(EXERCISE): Your job with the data below: print everything from the line that holds "position:absolute; left:1724px; top:21px;" down to the line that holds "display:flex; align-items:center; gap:24px;", ends included, exactly, and nothing else.

++++++++++

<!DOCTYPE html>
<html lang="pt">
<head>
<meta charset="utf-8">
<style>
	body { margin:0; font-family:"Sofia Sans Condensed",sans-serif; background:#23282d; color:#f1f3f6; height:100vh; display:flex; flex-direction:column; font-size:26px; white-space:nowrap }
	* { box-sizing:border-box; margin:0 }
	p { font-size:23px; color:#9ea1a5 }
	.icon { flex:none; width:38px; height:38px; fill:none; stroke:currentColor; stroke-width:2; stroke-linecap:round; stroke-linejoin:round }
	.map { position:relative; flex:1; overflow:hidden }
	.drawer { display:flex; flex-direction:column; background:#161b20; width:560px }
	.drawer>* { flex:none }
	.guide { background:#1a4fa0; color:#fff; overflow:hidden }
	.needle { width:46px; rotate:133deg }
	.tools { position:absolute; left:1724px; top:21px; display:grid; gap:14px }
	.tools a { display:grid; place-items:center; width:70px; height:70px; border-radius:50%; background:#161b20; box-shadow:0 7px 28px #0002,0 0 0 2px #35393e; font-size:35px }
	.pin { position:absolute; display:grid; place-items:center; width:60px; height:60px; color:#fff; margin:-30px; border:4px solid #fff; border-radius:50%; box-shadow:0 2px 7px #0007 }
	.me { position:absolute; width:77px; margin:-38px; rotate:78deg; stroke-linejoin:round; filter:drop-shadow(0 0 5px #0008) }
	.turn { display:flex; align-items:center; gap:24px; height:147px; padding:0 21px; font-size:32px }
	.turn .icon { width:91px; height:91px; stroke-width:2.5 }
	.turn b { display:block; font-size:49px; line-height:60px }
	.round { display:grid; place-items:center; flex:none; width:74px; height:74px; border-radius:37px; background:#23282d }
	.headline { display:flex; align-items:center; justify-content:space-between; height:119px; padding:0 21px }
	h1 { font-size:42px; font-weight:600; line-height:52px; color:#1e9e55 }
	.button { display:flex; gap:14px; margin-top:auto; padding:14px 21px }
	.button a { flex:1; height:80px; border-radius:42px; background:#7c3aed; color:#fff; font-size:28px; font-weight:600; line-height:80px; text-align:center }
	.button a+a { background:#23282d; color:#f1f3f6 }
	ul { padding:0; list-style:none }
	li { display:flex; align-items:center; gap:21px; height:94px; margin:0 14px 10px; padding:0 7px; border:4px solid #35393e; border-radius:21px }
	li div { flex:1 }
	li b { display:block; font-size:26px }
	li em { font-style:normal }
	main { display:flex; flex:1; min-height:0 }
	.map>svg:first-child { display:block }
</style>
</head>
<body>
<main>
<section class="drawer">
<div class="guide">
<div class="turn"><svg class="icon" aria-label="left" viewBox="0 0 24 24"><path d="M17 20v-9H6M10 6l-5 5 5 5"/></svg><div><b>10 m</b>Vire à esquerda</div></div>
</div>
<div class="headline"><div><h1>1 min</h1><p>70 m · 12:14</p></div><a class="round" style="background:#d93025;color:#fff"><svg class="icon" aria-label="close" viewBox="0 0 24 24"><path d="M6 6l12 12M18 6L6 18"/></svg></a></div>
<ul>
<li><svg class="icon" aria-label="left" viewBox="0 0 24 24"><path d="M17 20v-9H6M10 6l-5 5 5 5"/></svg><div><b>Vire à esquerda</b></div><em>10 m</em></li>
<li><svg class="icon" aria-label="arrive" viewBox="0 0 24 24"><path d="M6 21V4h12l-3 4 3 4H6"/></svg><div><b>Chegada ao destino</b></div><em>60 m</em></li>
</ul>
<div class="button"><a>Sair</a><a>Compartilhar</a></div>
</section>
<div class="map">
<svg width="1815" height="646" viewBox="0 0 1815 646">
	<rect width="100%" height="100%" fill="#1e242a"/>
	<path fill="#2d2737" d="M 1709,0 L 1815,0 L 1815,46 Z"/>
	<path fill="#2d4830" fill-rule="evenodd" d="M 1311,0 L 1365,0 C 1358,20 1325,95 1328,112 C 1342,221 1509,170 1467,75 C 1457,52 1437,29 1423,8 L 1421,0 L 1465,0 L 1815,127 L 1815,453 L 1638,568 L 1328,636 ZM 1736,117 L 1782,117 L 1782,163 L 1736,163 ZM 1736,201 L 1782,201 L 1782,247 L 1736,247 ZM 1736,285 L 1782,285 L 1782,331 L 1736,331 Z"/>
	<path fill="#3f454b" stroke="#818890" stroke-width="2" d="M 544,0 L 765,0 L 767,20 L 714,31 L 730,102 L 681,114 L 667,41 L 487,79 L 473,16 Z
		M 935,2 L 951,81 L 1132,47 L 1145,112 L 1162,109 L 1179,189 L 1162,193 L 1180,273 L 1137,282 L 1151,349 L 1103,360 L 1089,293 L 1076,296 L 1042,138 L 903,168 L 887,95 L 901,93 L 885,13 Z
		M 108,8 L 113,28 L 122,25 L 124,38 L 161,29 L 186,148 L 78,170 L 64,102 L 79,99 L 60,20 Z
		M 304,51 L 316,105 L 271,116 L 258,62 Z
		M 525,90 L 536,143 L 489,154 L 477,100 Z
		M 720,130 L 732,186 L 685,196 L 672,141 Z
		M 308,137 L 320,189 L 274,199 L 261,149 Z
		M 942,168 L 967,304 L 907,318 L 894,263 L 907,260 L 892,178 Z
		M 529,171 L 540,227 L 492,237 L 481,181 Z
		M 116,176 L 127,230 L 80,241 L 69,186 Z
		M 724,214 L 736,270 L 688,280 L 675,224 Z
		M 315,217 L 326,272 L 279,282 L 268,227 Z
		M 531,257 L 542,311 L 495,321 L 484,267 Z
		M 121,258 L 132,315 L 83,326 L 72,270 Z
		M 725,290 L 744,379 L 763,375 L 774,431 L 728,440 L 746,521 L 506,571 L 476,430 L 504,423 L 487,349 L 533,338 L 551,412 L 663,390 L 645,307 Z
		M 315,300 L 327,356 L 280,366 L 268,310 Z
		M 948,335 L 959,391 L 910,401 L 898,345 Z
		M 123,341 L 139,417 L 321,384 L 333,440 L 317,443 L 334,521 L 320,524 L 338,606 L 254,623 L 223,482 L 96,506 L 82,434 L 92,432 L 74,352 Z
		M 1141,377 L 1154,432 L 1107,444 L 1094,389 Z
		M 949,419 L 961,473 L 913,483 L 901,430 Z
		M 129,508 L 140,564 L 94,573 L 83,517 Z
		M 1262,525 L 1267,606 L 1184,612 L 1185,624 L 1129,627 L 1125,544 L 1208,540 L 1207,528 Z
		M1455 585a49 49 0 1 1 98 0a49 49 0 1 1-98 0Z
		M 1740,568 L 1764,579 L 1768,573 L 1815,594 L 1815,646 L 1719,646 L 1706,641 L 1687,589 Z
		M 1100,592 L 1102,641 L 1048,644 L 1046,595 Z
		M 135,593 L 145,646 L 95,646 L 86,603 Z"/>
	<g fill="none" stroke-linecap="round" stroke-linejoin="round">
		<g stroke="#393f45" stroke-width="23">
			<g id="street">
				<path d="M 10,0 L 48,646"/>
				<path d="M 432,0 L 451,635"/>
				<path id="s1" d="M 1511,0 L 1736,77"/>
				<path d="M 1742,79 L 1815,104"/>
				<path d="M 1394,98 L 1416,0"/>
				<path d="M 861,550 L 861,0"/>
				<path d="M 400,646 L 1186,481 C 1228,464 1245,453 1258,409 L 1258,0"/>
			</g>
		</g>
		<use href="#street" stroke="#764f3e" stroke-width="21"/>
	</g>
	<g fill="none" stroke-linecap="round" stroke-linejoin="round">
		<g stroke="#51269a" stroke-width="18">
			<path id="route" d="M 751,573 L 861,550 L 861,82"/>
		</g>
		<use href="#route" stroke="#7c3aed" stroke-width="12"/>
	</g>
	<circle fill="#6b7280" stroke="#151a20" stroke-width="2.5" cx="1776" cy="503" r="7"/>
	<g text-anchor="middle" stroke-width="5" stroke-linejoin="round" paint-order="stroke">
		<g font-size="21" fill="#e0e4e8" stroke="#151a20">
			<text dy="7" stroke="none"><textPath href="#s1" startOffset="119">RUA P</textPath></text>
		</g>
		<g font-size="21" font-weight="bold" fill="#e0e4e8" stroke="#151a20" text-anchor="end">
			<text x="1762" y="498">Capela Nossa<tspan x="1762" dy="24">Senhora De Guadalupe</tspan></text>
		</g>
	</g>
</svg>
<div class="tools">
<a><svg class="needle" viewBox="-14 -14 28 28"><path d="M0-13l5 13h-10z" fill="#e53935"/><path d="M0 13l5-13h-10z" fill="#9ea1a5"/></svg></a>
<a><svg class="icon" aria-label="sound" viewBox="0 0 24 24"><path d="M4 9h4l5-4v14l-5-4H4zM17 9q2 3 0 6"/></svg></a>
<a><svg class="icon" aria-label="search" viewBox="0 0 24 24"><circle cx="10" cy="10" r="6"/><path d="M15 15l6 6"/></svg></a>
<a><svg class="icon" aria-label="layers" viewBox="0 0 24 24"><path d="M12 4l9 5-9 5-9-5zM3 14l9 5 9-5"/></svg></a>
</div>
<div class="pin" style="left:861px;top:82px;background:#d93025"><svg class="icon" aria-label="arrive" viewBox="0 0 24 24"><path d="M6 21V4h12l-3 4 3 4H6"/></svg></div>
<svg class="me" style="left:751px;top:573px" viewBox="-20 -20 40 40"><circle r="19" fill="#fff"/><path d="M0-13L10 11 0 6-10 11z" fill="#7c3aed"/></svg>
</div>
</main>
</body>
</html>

++++++++++

(ANSWER SPACE):
	.tools { position:absolute; left:1724px; top:21px; display:grid; gap:14px }
	.tools a { display:grid; place-items:center; width:70px; height:70px; border-radius:50%; background:#161b20; box-shadow:0 7px 28px #0002,0 0 0 2px #35393e; font-size:35px }
	.pin { position:absolute; display:grid; place-items:center; width:60px; height:60px; color:#fff; margin:-30px; border:4px solid #fff; border-radius:50%; box-shadow:0 2px 7px #0007 }
	.me { position:absolute; width:77px; margin:-38px; rotate:78deg; stroke-linejoin:round; filter:drop-shadow(0 0 5px #0008) }
	.turn { display:flex; align-items:center; gap:24px; height:147px; padding:0 21px; font-size:32px }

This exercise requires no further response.